Childishness and condescension on campus

Guess what this lecture is about. I’ll give you a buck if you can do it just by reading this description:

“This lecture theorizes oscillating relations between disciplinary, pre-emptive, and increasingly prehensive forms of power that shape human and non-human materialities in Palestine. Calculation, computing, informational technologies, surveillance, and militarization are all facets of prehensive control. Further, the saturation of spatial and temporal stratum in Palestine demonstrates the use of technologies of measure to manufacture a “remote control” occupation, one that produces a different version of Israeli “home invasions” through the maiming and stunting of population”.

Give up? It’s about how Jews suck. And they’re harvesting organs of Palestinians. And stunting their growth by poisoning them. And lots of other bad shit, too. The lecture was given at Vassar College. The Daily News (OK, I get it – consider the source) calls it Hatred on the Hudson.

Vassar is one of the most expensive colleges in the country. A lot of kids are going into debt to get a degree at a time when the value of that degree in the job market is more in question. At the same time, kids are learning less and less.

A recent ACTA-commissioned survey found that more than one-third of college graduates could not place the Civil War in a correct 20-year span or identify Franklin Roosevelt as the architect of the New Deal; that 58 percent did not know that the Battle of the Bulge occurred in World War II; and that nearly half did not know the lengths of the terms of U.S. senators and representatives.

Yet this nutty woman is given a platform to mold young minds. I guess as long as the message is smothered in that dense linguistic porridge of fuss and feathers that “academics” prefer, well, it must be something worth learning.

But the real story here is how colleges and universities have abandoned academic standards as a necessary part of remaining financially viable. Their mission used to be to educate, but now it is to retain valued customers by giving them what they want.

And what they want is to complain. But they want a safe place to do it, free from the “triggers” of contrary points of view (or facts, for that matter). George Will (yes, again, I know), wrote a piece in the Washington Post recently that began,

Many undergraduates, their fawn-like eyes wide with astonishment, are wondering: Why didn’t the dean of students prevent the election from disrupting the serenity to which my school has taught me that I am entitled? Campuses create “safe spaces” where students can shelter from discombobulating thoughts and receive spiritual balm for the trauma of microaggressions.

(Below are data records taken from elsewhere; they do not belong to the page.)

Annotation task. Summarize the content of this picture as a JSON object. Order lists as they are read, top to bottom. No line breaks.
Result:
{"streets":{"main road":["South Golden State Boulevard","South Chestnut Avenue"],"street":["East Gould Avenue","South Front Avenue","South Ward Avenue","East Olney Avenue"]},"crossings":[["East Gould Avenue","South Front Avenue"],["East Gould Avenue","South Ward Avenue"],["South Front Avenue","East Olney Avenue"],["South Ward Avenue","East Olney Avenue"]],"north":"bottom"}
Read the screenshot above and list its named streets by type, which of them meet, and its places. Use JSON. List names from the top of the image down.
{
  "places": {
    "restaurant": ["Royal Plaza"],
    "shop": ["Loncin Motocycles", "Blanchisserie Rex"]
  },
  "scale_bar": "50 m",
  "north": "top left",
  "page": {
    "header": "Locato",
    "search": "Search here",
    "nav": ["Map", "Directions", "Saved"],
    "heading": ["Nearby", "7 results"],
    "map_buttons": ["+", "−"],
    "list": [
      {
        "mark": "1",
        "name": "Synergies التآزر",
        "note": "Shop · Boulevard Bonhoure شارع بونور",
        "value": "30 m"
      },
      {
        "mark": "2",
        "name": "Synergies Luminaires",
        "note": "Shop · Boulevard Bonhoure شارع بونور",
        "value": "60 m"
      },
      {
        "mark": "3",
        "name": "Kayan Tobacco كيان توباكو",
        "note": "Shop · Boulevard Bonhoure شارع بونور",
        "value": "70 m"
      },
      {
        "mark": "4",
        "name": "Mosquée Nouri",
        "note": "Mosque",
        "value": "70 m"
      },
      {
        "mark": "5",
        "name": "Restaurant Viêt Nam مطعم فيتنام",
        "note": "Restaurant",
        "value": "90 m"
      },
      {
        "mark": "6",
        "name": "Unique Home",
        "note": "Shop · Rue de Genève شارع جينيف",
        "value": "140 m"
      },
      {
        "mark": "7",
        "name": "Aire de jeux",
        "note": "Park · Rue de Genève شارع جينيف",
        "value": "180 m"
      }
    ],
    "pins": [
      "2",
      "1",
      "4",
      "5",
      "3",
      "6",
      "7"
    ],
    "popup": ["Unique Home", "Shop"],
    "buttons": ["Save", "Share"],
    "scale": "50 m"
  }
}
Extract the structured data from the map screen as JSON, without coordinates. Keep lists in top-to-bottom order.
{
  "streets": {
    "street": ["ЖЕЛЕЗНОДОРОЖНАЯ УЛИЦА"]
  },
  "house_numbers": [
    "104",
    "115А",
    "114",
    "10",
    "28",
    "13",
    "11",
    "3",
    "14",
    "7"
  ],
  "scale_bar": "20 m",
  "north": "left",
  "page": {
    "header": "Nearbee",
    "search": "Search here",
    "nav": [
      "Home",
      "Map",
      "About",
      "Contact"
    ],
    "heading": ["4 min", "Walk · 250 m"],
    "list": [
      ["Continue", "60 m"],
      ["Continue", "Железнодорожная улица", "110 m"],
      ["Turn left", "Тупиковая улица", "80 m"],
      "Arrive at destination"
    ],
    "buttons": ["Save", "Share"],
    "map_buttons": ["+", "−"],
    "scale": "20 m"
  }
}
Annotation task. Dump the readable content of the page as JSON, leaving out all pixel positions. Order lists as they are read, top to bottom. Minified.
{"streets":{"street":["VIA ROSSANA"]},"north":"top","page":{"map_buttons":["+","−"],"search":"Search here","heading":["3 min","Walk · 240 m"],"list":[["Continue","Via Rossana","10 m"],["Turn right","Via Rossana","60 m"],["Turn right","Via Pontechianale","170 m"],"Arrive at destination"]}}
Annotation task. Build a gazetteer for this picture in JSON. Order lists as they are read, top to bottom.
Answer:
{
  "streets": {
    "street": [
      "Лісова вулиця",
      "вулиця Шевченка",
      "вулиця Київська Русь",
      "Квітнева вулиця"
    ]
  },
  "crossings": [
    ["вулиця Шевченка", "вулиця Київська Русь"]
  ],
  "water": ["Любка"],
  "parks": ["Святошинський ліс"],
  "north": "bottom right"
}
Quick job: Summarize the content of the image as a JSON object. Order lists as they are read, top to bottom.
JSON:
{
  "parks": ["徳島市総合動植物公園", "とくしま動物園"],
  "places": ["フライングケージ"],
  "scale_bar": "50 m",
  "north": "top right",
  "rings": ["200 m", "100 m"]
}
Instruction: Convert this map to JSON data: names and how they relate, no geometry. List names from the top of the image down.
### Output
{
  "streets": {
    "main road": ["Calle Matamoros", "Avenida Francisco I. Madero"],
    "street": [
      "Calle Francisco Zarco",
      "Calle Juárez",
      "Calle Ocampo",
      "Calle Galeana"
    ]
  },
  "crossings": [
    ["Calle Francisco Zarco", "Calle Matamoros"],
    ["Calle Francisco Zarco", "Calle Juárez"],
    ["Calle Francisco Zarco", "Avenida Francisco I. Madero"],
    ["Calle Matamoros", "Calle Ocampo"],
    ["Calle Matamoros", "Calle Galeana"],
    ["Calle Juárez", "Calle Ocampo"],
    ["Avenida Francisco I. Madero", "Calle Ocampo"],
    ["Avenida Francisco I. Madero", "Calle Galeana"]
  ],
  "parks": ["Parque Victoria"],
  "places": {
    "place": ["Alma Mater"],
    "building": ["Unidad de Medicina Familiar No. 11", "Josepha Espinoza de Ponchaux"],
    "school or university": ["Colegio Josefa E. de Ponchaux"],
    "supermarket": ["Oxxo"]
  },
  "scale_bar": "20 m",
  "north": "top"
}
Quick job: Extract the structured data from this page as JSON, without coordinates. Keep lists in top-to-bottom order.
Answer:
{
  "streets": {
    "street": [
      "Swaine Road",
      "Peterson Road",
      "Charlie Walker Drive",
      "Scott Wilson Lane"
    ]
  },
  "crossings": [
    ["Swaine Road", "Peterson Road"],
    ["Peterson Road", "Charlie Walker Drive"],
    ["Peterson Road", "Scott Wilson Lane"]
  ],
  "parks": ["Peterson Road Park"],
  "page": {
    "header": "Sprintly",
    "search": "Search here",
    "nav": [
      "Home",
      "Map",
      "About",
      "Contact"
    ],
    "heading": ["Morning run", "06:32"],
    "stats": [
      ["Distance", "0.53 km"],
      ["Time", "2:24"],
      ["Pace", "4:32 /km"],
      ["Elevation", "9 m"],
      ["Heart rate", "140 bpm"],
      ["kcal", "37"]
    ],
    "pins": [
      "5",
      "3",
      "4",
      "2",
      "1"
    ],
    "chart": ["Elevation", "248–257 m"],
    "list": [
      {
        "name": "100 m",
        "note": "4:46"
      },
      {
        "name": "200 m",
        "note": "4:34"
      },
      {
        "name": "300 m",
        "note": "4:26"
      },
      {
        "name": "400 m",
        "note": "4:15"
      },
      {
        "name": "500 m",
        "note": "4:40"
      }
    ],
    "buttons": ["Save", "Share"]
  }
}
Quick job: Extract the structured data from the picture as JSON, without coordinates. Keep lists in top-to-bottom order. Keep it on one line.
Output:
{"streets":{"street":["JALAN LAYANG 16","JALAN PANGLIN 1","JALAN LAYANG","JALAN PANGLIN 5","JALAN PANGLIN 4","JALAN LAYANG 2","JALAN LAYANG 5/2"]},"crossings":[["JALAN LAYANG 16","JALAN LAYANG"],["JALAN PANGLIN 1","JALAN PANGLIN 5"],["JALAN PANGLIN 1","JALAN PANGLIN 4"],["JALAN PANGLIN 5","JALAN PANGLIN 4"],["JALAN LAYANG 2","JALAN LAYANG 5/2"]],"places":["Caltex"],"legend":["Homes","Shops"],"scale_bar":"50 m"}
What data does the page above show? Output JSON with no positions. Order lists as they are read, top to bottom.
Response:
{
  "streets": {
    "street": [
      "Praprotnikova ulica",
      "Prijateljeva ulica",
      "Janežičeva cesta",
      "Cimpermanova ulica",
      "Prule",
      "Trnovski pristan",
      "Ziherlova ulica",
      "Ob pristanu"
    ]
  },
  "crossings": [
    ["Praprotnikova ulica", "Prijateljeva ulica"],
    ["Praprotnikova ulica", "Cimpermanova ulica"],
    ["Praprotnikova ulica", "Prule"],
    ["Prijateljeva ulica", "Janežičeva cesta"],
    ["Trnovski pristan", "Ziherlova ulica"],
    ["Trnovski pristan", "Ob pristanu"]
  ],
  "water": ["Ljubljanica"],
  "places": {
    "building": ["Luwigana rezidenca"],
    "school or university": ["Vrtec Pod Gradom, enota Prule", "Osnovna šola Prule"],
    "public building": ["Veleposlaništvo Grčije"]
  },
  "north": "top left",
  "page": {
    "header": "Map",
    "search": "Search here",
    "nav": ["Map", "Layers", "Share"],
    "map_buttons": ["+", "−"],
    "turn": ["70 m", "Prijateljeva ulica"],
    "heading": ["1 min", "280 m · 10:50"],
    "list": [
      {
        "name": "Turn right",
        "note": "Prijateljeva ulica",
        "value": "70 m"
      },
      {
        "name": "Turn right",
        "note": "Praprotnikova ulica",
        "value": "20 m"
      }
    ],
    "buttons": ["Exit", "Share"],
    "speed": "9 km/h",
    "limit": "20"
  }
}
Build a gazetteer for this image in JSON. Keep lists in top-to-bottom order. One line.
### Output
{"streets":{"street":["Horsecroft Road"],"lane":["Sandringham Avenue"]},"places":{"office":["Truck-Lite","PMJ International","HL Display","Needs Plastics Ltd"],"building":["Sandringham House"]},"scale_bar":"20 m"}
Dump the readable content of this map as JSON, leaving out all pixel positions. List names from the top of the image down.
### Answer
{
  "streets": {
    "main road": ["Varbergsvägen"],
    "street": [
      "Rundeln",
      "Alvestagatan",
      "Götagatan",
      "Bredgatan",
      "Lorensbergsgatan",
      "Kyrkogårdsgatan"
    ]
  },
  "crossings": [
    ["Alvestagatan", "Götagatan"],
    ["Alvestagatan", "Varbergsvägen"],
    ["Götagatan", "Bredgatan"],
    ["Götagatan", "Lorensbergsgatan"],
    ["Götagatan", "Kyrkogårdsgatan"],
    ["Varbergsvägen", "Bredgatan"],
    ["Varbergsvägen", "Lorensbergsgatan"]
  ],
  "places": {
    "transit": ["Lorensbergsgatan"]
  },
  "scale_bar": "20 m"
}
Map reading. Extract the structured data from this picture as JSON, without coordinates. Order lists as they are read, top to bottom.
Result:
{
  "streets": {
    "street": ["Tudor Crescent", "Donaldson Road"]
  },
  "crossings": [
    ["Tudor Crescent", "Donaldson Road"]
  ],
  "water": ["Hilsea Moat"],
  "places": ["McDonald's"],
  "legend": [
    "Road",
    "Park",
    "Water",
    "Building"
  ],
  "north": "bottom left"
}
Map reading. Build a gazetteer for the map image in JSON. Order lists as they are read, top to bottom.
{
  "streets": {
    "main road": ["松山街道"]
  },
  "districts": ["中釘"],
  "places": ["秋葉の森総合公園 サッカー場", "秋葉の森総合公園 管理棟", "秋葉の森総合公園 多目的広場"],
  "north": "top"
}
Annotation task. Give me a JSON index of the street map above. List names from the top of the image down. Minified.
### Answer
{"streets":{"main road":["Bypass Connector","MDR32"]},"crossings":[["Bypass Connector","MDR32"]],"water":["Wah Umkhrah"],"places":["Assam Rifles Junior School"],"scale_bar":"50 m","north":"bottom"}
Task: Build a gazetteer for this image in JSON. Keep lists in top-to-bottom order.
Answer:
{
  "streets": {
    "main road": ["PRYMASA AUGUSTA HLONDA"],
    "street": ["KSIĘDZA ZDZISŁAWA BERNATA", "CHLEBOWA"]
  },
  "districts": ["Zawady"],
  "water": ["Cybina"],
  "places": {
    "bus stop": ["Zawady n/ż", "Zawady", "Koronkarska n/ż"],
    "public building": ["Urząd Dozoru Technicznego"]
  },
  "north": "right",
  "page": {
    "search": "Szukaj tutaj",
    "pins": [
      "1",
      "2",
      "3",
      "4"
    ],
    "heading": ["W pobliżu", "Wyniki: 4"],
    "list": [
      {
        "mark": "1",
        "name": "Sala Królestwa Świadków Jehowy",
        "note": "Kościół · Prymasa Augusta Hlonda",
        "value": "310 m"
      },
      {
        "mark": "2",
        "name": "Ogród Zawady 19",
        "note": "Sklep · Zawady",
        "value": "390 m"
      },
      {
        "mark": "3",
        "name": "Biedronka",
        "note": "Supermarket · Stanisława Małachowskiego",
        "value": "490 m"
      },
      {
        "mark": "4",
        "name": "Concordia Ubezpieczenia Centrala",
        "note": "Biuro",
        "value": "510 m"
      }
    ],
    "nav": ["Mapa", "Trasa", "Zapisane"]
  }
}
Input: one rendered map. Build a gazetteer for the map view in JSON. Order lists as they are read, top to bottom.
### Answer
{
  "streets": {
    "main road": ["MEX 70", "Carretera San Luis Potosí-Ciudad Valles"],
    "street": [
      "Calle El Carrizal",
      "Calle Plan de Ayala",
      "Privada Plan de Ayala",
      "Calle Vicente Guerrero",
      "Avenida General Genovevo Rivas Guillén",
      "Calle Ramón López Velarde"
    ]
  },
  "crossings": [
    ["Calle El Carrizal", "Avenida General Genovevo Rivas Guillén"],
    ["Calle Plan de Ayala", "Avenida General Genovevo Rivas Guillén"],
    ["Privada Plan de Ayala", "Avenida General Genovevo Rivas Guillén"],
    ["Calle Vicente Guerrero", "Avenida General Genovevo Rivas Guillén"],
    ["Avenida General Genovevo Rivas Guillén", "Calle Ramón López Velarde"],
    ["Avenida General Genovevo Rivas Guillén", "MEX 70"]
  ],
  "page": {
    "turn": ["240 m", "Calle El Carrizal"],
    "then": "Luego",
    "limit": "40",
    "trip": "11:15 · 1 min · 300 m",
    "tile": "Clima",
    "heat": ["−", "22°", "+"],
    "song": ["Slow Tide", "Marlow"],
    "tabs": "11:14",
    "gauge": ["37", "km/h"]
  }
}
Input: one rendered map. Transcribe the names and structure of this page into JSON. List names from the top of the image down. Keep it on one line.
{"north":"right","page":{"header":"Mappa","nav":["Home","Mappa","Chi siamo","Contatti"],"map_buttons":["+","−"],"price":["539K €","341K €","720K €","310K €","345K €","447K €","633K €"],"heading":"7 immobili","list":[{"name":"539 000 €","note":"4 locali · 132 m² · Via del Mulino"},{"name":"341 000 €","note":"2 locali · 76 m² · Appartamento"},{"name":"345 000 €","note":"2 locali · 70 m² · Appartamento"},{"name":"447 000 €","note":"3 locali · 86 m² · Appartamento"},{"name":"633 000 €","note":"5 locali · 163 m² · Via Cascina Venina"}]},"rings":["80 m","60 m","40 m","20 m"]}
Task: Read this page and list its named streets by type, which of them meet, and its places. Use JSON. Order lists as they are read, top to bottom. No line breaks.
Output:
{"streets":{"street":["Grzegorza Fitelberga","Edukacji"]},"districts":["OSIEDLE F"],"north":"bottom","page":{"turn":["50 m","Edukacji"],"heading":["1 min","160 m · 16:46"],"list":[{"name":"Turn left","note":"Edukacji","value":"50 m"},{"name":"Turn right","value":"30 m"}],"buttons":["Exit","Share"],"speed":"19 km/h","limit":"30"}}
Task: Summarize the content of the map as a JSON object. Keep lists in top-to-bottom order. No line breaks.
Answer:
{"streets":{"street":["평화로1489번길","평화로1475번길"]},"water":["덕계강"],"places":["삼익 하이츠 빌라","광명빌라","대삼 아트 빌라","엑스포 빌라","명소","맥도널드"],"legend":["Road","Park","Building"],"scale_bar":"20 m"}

Yet the presidential election came without trigger warnings?

The morning after the election, normal people rose — some elated, some despondent — and went off to actual work. But at Yale University, that incubator of late-adolescent infants, a professor responded to “heartfelt notes” from students “in shock” by making that day’s exam optional.

And went on to note:

Bowdoin College provided counseling to students traumatized by the cultural appropriation committed by a sombrero-and-tequila party. Oberlin College students said they were suffering breakdowns because schoolwork was interfering with their political activism. California State University at Los Angeles established “healing” spaces for students to cope with the pain caused by a political speech delivered three months earlier . Indiana University experienced social-media panic (“Please PLEASE PLEASE be careful out there tonight”) because a Catholic priest in a white robe, with a rope-like belt and rosary beads, was identified as someone “in a KKK outfit holding a whip.”

A doctoral dissertation at the University of California at Santa Barbara uses “feminist methodologies” to understand how Girl Scout cookie sales “reproduce hegemonic gender roles.” The journal GeoHumanities explores how pumpkins reveal “racial and class coding of rural versus urban places.” Another journal’s article analyzes “the relationships among gender, science, and glaciers.”

He connected it all back up to the election by saying:

Academia should consider how it contributed to, and reflects Americans’ judgments pertinent to, Donald Trump’s election. The compound of childishness and condescension radiating from campuses is a reminder to normal Americans of the decay of protected classes — in this case, tenured faculty and cosseted students.

In short, we’re getting the government we deserve.


3 thoughts on “Childishness and condescension on campus”

  1. Steve Pinker has been on the case of safe spaces and other university nonsense. Seems like humanities departments are in crisis these days.


  2. From urban dictionary: snowflake:
    An overly sensitive person, incapable of dealing with any opinions that differ from their own. These people can often be seen congregating in “safe zones” on college campuses.